━━━━━ THE DATA

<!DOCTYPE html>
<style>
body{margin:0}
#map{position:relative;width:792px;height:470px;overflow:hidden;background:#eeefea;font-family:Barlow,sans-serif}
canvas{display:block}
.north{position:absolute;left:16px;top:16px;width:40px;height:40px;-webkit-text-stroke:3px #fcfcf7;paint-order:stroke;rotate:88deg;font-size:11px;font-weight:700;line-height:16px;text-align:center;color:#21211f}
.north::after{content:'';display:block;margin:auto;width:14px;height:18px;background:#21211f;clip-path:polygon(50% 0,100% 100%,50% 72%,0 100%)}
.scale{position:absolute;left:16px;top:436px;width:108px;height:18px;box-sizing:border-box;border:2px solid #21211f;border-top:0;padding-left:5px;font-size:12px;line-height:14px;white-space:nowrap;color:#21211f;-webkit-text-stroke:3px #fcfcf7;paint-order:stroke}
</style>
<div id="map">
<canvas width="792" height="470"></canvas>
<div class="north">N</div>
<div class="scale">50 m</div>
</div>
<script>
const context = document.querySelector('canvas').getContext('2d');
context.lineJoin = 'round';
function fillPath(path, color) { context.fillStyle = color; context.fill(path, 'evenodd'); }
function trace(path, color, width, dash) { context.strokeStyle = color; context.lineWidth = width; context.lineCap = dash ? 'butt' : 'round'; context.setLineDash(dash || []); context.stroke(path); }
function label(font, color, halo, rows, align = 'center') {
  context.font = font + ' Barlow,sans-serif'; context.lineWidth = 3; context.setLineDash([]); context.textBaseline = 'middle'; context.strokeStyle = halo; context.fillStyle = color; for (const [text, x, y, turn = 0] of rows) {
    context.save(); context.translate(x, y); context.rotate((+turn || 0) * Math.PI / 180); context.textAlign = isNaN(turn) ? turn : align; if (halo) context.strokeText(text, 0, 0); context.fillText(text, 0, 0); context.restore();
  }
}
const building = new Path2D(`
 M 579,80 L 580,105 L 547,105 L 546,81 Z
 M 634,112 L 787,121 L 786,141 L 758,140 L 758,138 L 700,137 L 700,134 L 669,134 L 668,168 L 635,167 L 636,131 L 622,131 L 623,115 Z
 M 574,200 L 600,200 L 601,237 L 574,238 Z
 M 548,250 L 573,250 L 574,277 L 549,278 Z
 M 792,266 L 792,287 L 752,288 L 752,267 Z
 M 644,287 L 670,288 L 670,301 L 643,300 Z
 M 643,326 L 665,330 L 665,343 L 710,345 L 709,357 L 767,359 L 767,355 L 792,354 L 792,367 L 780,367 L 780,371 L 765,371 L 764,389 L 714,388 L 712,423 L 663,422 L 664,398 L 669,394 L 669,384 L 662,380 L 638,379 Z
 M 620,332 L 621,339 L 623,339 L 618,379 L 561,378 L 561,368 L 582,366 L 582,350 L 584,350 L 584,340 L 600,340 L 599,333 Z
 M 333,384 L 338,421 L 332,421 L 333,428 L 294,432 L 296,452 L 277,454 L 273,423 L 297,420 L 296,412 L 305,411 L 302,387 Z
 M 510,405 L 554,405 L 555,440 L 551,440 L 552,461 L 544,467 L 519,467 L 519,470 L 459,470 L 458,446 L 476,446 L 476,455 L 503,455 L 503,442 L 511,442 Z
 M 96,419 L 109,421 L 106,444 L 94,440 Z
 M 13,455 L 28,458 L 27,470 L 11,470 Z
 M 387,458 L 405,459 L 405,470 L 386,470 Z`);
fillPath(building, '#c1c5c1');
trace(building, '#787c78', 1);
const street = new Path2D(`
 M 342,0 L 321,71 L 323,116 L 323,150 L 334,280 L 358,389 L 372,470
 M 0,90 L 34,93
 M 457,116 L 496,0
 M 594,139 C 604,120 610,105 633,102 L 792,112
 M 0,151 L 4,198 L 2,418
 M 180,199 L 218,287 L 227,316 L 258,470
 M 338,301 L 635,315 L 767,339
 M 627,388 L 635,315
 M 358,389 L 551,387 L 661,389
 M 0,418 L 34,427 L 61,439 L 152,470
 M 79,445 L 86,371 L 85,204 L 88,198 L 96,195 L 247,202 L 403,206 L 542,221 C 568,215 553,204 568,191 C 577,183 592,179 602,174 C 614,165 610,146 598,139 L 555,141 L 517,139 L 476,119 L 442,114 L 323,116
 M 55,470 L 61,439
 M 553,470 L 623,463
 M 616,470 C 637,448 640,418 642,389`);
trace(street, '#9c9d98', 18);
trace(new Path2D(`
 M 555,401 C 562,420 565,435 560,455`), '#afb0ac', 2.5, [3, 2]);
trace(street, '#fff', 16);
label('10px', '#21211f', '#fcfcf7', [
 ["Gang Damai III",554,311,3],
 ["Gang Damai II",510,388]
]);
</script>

━━━━━━━━━━
━━━━━ THE DATA

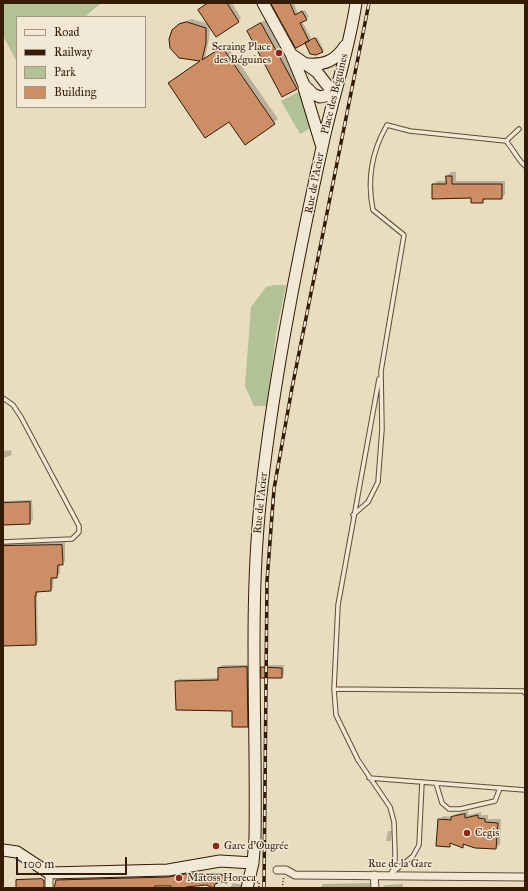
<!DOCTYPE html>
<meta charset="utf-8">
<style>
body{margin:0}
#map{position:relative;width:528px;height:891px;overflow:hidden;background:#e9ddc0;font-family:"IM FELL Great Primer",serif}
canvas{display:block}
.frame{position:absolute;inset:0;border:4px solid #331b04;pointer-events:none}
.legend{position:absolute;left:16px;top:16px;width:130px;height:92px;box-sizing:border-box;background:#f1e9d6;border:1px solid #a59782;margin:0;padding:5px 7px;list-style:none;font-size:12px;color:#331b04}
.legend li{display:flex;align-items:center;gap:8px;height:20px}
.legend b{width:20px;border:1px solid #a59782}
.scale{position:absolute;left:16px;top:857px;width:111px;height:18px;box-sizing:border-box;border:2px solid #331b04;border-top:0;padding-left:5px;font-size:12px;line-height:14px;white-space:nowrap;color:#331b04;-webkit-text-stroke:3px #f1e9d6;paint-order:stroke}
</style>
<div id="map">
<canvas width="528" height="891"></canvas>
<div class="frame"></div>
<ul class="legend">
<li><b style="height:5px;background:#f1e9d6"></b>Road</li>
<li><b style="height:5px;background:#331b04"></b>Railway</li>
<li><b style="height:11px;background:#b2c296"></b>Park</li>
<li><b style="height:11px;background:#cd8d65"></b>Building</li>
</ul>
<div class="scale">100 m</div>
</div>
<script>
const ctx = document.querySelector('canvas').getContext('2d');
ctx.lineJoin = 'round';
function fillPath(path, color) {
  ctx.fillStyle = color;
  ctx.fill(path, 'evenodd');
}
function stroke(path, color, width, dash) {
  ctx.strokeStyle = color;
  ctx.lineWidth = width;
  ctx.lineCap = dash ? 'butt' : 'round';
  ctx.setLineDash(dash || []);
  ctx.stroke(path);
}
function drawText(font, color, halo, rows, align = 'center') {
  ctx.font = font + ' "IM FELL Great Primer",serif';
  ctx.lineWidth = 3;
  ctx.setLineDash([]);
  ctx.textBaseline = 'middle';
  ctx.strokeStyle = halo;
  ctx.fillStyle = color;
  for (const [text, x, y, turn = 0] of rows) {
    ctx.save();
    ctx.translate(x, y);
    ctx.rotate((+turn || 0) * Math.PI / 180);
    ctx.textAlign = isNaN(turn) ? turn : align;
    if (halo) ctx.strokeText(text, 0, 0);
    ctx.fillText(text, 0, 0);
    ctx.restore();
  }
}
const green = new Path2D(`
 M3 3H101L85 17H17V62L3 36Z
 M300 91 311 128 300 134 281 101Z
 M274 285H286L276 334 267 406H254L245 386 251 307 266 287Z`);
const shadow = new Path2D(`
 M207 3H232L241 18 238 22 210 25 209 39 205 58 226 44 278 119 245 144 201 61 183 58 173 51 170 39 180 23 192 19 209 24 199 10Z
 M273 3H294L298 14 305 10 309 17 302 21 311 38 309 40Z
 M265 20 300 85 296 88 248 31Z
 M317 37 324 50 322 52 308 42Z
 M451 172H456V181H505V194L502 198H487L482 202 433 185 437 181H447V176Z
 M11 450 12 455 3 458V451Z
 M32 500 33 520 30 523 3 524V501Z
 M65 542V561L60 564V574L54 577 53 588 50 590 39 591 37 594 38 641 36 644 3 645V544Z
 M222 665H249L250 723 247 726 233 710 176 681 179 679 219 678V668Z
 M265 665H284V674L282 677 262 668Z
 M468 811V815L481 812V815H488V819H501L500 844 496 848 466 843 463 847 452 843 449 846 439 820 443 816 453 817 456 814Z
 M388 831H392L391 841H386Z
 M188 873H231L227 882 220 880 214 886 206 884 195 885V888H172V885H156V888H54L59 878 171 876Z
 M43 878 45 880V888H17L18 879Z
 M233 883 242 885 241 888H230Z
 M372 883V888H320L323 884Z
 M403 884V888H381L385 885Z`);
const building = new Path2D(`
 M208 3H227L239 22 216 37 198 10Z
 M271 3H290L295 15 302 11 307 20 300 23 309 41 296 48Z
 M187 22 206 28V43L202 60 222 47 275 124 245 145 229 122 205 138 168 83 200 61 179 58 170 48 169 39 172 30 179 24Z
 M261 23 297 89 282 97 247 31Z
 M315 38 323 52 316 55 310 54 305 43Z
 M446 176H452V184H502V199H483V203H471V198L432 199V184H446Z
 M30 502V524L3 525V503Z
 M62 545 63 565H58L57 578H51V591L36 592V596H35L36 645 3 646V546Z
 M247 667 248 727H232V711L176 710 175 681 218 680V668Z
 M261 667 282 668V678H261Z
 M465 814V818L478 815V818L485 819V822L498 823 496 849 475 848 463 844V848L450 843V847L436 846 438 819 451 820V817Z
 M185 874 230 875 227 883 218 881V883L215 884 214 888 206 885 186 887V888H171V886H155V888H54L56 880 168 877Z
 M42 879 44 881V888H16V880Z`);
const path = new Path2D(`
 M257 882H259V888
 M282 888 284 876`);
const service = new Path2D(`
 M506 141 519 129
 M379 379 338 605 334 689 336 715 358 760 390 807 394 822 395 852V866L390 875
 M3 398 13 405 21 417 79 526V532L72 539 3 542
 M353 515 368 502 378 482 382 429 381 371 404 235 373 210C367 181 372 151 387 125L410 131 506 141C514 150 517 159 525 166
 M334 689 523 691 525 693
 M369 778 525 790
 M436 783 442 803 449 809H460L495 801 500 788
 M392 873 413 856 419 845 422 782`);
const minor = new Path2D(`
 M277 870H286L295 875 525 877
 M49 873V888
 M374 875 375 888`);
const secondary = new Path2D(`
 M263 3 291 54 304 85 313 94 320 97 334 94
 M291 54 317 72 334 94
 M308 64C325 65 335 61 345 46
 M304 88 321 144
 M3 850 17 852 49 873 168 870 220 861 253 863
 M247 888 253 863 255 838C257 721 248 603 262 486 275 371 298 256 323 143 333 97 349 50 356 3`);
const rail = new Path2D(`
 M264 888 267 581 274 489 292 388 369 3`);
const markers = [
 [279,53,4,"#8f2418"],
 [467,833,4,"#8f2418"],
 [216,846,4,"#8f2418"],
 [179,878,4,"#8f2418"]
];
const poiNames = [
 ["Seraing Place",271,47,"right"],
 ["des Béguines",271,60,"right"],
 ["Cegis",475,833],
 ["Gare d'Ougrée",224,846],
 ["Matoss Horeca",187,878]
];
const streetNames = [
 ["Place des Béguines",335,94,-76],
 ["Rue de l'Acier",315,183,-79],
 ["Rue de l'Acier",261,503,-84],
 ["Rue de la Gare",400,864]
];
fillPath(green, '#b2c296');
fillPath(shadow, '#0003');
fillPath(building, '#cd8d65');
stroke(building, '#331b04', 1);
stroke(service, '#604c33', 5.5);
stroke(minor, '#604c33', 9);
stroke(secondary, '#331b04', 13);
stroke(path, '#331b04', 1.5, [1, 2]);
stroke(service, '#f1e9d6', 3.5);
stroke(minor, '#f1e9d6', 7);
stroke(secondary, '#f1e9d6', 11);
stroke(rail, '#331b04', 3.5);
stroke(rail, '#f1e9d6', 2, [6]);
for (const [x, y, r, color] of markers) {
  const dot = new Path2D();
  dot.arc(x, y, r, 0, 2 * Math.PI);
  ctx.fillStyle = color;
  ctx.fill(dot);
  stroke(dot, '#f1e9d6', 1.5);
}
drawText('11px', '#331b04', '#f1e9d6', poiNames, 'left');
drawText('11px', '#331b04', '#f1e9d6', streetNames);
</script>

━━━━━━━━━━
━━━━━ THE DATA

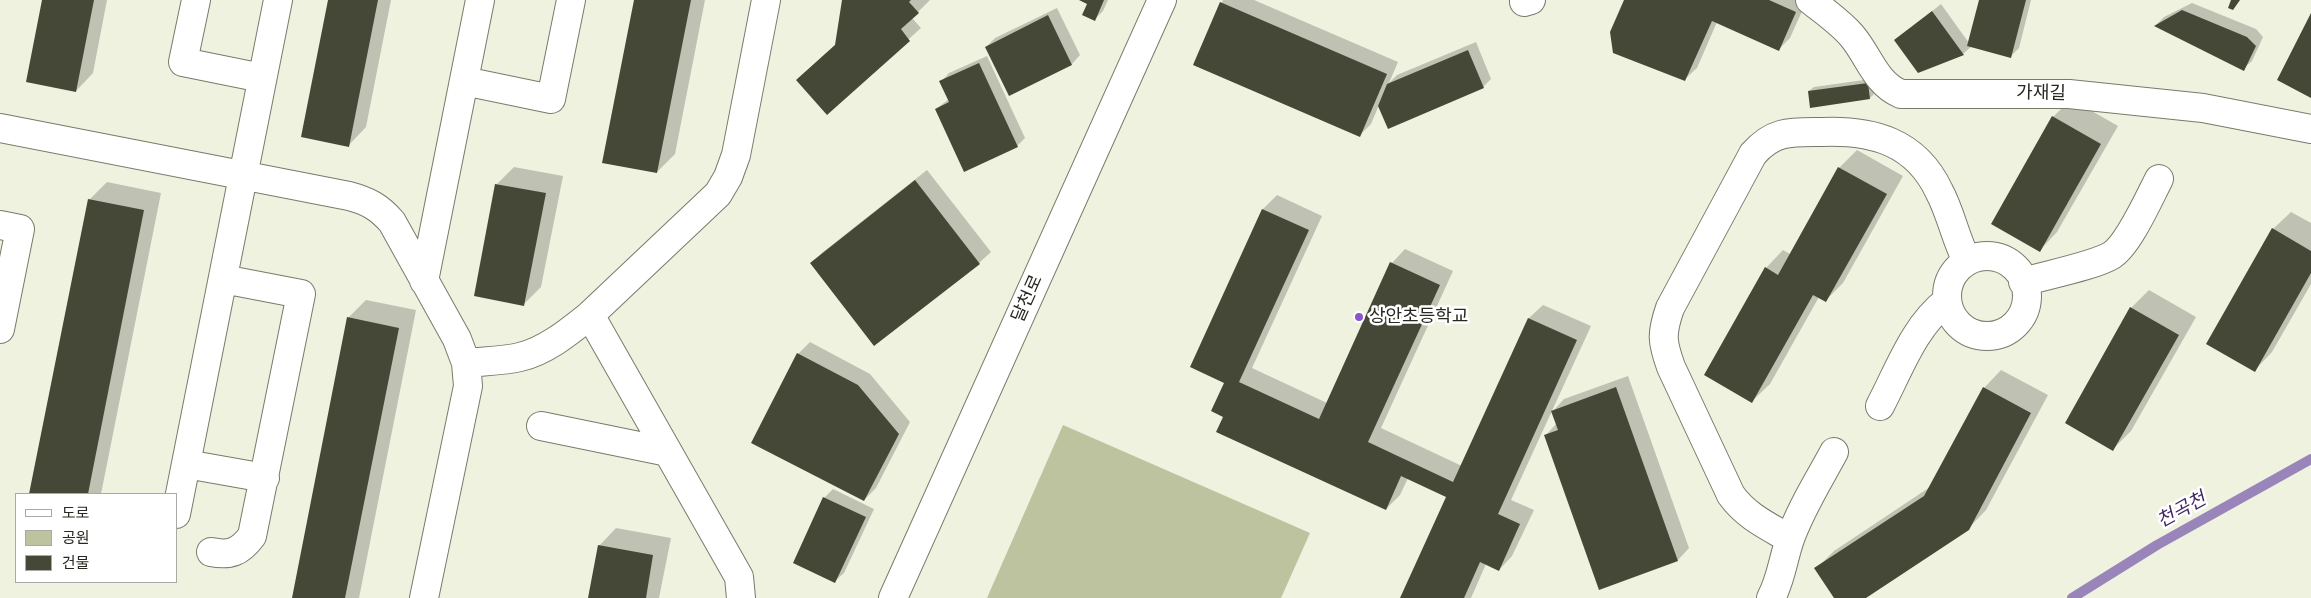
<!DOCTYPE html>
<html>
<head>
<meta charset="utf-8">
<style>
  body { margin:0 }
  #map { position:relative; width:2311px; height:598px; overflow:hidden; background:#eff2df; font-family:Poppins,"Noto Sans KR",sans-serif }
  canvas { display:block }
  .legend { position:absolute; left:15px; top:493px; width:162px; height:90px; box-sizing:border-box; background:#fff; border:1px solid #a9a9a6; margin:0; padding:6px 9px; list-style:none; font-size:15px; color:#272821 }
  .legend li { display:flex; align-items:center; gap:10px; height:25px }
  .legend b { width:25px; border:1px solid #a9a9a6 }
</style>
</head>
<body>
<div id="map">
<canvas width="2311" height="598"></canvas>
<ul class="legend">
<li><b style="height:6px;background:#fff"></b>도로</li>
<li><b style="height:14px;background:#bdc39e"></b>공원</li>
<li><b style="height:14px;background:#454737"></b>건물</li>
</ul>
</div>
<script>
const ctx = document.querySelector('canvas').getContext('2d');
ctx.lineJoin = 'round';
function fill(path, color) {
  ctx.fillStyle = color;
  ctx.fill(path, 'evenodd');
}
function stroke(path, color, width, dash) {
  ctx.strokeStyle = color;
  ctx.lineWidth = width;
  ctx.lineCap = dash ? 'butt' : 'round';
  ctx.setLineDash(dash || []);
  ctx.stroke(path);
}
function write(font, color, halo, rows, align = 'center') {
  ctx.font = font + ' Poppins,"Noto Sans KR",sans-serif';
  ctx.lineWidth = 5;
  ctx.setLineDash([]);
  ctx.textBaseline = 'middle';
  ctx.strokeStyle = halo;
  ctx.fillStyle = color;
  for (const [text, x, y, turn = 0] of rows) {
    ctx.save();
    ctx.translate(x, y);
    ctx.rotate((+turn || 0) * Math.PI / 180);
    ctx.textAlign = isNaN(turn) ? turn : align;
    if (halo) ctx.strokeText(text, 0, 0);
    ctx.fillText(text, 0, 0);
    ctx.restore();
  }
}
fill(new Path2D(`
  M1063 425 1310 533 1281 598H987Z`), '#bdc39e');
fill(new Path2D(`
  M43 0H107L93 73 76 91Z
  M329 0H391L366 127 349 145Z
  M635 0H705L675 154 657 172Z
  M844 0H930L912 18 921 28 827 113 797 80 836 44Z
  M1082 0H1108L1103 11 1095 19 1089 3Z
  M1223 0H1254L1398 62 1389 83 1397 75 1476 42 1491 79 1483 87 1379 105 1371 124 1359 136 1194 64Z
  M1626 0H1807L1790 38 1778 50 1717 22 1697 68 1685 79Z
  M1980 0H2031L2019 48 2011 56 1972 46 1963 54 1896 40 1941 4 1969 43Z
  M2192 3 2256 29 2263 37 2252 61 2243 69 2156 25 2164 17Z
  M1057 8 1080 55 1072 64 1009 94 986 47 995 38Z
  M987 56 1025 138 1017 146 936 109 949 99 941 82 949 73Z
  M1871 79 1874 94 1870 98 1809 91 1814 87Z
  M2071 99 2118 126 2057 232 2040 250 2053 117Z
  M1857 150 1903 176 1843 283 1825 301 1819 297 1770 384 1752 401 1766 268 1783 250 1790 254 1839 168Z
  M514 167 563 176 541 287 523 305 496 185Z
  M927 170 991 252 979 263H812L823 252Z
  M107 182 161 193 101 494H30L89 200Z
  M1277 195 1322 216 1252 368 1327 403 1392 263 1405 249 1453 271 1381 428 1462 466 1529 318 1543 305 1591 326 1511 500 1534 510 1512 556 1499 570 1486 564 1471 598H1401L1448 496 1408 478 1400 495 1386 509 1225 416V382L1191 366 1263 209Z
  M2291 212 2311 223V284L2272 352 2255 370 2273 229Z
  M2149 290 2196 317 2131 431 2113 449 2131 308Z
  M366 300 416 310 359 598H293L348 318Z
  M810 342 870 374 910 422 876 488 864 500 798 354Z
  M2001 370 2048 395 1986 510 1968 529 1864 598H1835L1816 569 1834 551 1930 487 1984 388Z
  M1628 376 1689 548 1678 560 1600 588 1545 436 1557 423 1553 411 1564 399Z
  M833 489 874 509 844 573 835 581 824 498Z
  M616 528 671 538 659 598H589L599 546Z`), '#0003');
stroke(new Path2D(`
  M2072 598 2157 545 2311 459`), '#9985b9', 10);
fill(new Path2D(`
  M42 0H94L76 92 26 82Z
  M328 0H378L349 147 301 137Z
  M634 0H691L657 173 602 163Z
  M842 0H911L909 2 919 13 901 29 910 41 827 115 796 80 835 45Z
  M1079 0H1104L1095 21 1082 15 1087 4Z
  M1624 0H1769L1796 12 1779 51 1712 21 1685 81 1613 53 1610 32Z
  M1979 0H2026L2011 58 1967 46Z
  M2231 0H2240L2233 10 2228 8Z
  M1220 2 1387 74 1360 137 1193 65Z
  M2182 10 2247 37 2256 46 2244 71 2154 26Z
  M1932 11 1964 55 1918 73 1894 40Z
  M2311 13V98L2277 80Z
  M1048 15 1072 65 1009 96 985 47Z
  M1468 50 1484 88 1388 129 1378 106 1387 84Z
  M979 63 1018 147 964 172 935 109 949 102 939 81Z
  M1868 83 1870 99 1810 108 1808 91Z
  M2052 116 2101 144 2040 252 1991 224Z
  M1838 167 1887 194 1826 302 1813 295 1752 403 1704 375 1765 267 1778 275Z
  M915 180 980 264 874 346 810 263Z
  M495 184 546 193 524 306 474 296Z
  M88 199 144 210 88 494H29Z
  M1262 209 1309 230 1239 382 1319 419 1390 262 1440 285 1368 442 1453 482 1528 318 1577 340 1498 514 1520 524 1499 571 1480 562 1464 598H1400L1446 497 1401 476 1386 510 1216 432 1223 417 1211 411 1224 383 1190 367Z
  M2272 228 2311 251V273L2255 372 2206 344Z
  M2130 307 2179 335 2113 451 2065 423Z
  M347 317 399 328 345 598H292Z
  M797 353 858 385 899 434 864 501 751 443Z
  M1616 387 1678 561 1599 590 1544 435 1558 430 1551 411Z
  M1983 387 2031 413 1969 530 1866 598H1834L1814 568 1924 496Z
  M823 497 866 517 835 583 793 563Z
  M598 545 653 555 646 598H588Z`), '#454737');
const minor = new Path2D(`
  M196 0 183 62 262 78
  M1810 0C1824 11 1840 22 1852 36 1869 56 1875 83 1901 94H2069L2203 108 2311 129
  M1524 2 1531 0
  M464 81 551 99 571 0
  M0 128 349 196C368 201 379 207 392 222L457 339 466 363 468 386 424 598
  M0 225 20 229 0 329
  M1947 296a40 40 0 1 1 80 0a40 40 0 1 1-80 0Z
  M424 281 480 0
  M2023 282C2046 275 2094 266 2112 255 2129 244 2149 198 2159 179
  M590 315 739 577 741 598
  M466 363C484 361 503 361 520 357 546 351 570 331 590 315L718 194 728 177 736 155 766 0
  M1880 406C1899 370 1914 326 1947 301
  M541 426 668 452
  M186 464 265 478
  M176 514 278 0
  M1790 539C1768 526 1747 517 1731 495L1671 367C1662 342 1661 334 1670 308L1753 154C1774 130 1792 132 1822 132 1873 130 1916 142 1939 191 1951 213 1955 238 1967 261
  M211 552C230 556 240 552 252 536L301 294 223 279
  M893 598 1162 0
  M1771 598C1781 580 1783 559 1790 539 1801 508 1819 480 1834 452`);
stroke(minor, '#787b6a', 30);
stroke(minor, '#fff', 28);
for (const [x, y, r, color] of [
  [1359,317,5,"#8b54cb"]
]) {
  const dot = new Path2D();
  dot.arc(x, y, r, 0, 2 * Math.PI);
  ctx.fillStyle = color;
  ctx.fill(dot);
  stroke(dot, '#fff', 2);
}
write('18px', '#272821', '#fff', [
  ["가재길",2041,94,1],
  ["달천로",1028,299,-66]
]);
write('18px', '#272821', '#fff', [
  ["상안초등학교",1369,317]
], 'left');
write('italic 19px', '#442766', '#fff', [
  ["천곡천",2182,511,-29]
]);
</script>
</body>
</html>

━━━━━━━━━━

Copy all the lines above that hold the string "rows".

function label(font, color, halo, rows, align = 'center') {
  context.font = font + ' Barlow,sans-serif'; context.lineWidth = 3; context.setLineDash([]); context.textBaseline = 'middle'; context.strokeStyle = halo; context.fillStyle = color; for (const [text, x, y, turn = 0] of rows) {
function drawText(font, color, halo, rows, align = 'center') {
  for (const [text, x, y, turn = 0] of rows) {
function write(font, color, halo, rows, align = 'center') {
  for (const [text, x, y, turn = 0] of rows) {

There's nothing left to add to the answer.